FÜNF KURZINTERVIEWS
AUFGEZEICHNET VON PAOLO BIANCHI
Vera Lutter: Die Dialektik der Fotografie
“Im habe in den hier gezeigten Werken zum ersten Mal eigene Arbeiten wieder verwendet. Ich arbeite mit der Camera obscura und habe damit Fabrikinterieurs und leer stehende Räume aufgenommen. Diese Bilder installierte ich dann im Atelier, damit ich die eigenen Arbeiten abfotografieren konnte, um dadurch fiktionale neue Räume zu kreieren. Indem ich rechts und links der aufgehängten Werke Spiegel platzierte, konnte ich den Raum durch die Reflexion seiner selbst vergrössern. Auf diese Art habe ich eine Verschachtelung von Räumen hergestellt, die ultimativ fiktionaler und nicht existenter Natur ist. In den Bildern tauchen jetzt perspektivische Linien auf, die eine Desorientierung herstellen, weil unklar bleibt, welche Linie nun welchen Raum kreiert.”
Sie erwähnen vor allem formale Aspekte. Geht es Ihnen um das Spiel mit Formen?
“Nein.

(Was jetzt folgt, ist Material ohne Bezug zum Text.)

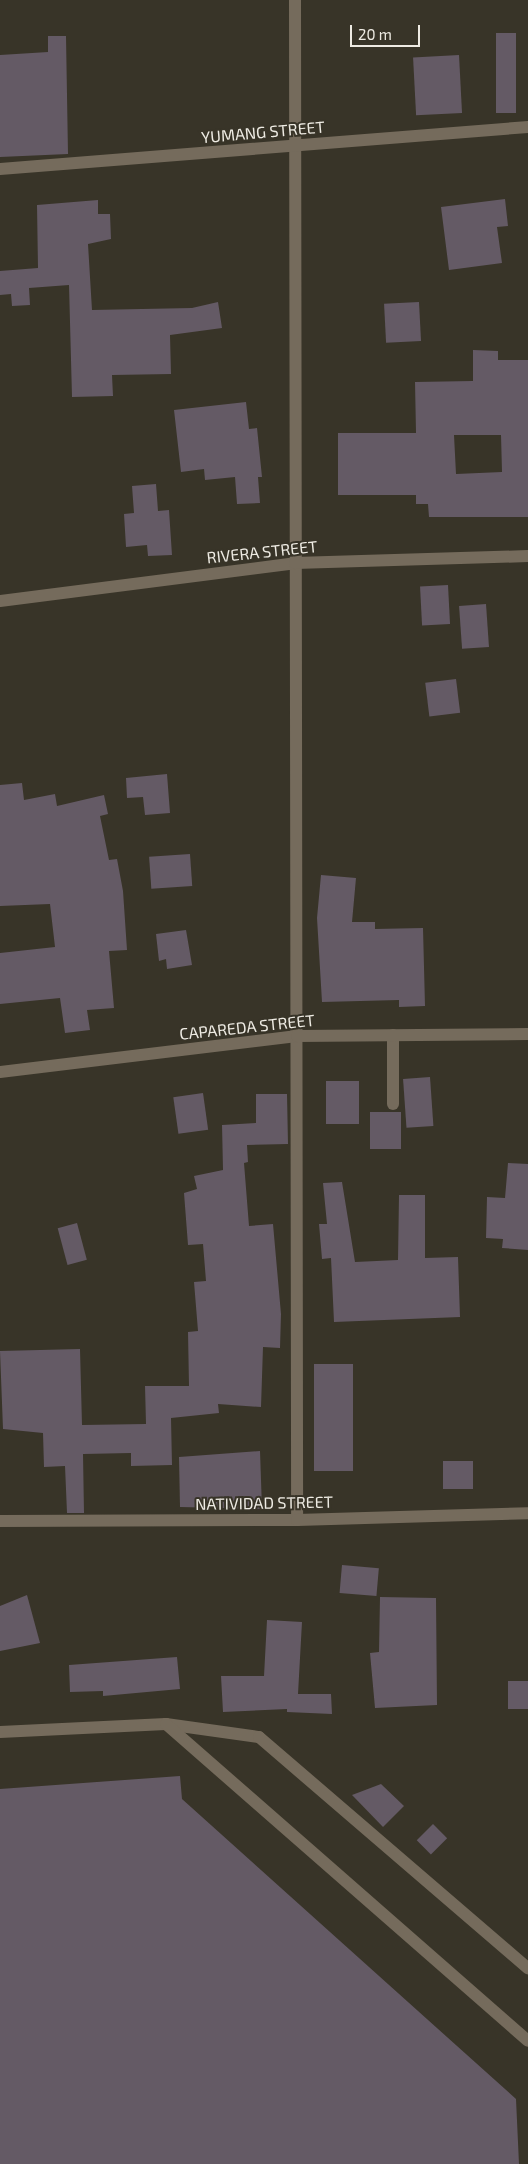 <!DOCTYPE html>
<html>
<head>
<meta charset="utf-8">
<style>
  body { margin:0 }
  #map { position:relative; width:528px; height:2164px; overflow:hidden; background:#383428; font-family:"Exo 2",sans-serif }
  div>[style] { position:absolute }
  .building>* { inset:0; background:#645a65; transform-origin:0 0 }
  .service>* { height:12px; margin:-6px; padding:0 6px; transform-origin:6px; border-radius:6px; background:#756b5c }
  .minor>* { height:12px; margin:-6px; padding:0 6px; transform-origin:6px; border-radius:6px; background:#756b5c }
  span { translate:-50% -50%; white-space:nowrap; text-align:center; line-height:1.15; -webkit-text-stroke:4px #383428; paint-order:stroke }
  .street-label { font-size:16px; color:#eeebe3 }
  .scale { position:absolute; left:350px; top:25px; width:70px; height:22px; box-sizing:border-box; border:2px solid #eeebe3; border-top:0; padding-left:6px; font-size:15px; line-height:18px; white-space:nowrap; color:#eeebe3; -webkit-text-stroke:4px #383428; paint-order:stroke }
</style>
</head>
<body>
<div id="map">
  <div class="building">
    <i style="left:496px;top:33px;width:20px;height:80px"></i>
    <i style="clip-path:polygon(48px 36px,66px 36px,68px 154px,0 157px,0 55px,48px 52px)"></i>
    <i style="left:459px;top:55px;width:58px;height:46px;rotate:87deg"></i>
    <i style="clip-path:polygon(505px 199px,508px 226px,497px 227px,502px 263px,449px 270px,441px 207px)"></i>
    <i style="clip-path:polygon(98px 200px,98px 214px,110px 214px,111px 239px,88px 244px,92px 310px,192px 308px,218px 302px,222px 328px,170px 335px,171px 374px,112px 375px,113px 396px,72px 397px,69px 285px,29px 288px,30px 305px,12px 306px,11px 294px,0 295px,0 271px,38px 268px,37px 205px)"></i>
    <i style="left:419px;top:302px;width:39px;height:35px;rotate:87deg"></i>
    <i style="clip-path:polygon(evenodd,473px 350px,498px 351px,498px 360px,528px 360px,528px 517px,429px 517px,428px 504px,416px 504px,416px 495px,338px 495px,338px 433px,416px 433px,415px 382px,473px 381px,473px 350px,454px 435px,501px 435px,502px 472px,456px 474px,454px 435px)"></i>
    <i style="clip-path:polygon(246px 402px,249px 429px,257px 428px,262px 477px,258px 477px,260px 503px,237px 504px,235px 477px,205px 480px,204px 469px,181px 472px,174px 410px)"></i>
    <i style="clip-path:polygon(156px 484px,158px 511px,169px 510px,172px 555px,148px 556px,147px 545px,126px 547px,124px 514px,134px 513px,132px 486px)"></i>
    <i style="left:448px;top:585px;width:39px;height:28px;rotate:87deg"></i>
    <i style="left:486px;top:604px;width:43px;height:27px;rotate:86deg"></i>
    <i style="left:456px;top:679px;width:34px;height:31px;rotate:83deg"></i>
    <i style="clip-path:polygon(167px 774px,170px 813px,145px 815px,143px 797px,127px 798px,126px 778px)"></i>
    <i style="clip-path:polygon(22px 783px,24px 800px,55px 794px,57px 806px,104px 795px,108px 814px,100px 816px,109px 860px,117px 859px,123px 891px,127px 950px,109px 951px,114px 1008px,87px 1010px,90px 1030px,65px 1033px,60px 998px,0 1004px,0 953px,55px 947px,50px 904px,0 906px,0 785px)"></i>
    <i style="left:190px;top:854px;width:32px;height:41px;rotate:86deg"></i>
    <i style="clip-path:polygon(321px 875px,356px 878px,352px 922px,375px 922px,375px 929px,423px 928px,425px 1006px,399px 1007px,399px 1000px,322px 1002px,317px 918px)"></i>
    <i style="clip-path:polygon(186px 930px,192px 965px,167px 969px,166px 959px,159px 961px,156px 934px)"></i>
    <i style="left:430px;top:1077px;width:49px;height:27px;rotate:86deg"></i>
    <i style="left:326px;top:1081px;width:33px;height:43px"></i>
    <i style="left:203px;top:1093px;width:37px;height:30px;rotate:82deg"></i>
    <i style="clip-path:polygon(256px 1094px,287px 1094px,288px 1144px,247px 1145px,248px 1162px,244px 1163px,249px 1226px,273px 1224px,281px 1314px,280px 1348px,263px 1347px,261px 1407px,218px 1404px,219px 1413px,171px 1418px,172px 1465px,131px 1466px,131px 1453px,83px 1454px,84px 1513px,67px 1513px,65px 1466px,44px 1467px,43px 1433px,3px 1429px,0 1351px,80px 1349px,82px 1425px,146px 1424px,145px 1386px,189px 1386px,188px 1332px,198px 1331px,194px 1282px,206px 1281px,203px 1244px,188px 1245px,184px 1193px,197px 1189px,194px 1176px,223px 1170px,222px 1125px,256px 1123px)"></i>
    <i style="left:370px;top:1112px;width:31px;height:37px"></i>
    <i style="clip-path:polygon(508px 1163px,528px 1164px,528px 1250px,502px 1248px,503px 1239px,486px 1238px,487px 1197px,505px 1198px)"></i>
    <i style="clip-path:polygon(342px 1182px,355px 1262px,398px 1260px,399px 1195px,425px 1195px,425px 1258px,458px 1257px,460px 1317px,334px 1322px,331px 1258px,322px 1259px,319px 1224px,327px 1224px,323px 1183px)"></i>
    <i style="left:77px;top:1223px;width:38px;height:20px;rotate:75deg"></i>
    <i style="left:314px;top:1364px;width:39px;height:107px"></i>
    <i style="clip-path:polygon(260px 1451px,262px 1509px,180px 1507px,179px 1457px)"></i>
    <i style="left:473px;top:1461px;width:28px;height:30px;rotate:90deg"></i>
    <i style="left:342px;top:1565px;width:37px;height:28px;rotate:5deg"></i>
    <i style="clip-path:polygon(27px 1595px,40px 1643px,0 1651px,0 1606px)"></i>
    <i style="clip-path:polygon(380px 1597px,436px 1598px,437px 1705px,375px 1708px,370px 1653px,379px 1652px)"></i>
    <i style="clip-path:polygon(267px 1620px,302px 1622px,298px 1694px,331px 1694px,332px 1714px,287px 1712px,287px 1709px,223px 1712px,221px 1676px,264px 1676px)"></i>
    <i style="clip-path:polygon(177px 1657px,180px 1689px,103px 1696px,103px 1691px,70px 1692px,69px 1665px)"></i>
    <i style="left:528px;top:1681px;width:28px;height:20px;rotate:90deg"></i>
    <i style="clip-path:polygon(180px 1776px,182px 1799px,516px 2099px,519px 2164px,0 2164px,0 1789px)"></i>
    <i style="clip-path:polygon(381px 1784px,404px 1806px,383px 1827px,352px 1795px)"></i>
    <i style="left:433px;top:1824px;width:20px;height:23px;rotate:45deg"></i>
  </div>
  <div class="service">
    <i style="left:393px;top:1104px;width:69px;rotate:-90deg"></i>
    <i style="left:166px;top:1724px;width:94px;rotate:8deg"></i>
    <i style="left:259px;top:1737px;width:355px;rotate:40.7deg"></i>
    <i style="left:0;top:1732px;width:166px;rotate:-2.8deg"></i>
    <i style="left:166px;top:1724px;width:481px;rotate:41.2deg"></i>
  </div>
  <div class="minor">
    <i style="left:295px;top:0;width:1520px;rotate:89.92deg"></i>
    <i style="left:0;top:169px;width:530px;rotate:-4.55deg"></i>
    <i style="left:0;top:601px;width:297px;rotate:-7.3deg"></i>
    <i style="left:295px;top:563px;width:233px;rotate:-1.7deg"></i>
    <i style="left:0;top:1072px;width:299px;rotate:-6.9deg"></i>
    <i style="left:297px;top:1036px;width:231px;rotate:-0.5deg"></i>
    <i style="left:0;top:1521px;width:297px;rotate:-0.2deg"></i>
    <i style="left:297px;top:1520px;width:231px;rotate:-1.7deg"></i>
  </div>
  <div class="street-label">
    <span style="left:263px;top:132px;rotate:-5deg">YUMANG STREET</span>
    <span style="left:262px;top:552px;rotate:-6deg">RIVERA STREET</span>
    <span style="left:247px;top:1027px;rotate:-6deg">CAPAREDA STREET</span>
    <span style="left:264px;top:1503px;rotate:-1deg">NATIVIDAD STREET</span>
  </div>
  <div class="scale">20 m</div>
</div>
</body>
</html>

Es handelt sich nicht um einen formalen Aspekt, wenn ich mich darum bemühe, einen fiktionalen Raum herzustellen. Es geht mir vielmehr um eine Dialektik der Fotografie. Das Abbild des Raumes und den damit verbundenen Bilddiskurs verstehe ich als konzeptuellen Ansatz.”
Arbeiten Sie oft mit dem Medium Spiegel?
“Die Verwendung des Spiegels ist ganz neu. Es ist auch das erste Mal, dass ich eine Situation eigens fürs Fotografieren kreiere, statt einen vorgefundenen Ort zu fotografieren. Die Spiegel erlauben neue Sichtpunkte und brechen den rigorosen Standpunkt der Camera obscura auf. Die Camera obscura besitzt ein sehr rudimentäres perspektivisches Vermögen, sie zeigt bloss einen bestimmten Ausschnitt. Durch die Spiegel vervielfältige ich den Blickpunkt. Mein künstlerisches Fragen bezieht sich auf den Raum.”